## STUDY MATERIAL
▼

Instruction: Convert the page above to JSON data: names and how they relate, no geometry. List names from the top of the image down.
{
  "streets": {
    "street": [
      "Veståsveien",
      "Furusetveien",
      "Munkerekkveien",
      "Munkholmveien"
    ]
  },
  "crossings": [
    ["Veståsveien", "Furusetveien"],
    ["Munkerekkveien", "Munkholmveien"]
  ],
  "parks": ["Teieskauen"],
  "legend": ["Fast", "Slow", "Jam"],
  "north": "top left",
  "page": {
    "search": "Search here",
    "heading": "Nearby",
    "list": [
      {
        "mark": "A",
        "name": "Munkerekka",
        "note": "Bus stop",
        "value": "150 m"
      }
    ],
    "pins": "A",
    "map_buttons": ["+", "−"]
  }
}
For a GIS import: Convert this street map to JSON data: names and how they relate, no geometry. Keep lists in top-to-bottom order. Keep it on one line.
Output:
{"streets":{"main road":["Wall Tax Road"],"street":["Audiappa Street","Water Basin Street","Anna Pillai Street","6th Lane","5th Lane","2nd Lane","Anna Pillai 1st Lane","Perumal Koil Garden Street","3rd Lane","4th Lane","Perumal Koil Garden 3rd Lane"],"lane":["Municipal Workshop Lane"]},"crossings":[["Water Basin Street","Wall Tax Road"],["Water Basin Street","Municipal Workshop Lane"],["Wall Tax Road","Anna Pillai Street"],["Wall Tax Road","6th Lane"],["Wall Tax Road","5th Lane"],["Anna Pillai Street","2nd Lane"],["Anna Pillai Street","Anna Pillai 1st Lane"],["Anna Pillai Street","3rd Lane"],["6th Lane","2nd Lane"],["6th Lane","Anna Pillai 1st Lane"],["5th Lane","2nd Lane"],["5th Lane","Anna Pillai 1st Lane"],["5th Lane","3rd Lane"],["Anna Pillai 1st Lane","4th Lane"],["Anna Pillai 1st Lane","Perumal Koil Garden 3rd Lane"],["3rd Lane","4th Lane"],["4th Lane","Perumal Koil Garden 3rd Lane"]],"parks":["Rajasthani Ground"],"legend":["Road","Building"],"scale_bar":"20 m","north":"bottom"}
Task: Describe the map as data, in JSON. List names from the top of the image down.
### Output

▲

## TO DO
Only those lines running from the one containing "Task: Describe the" through the last line of the data above are to be copied, exactly, with both ends included.

## THE ANSWER
Task: Describe the map as data, in JSON. List names from the top of the image down.
### Output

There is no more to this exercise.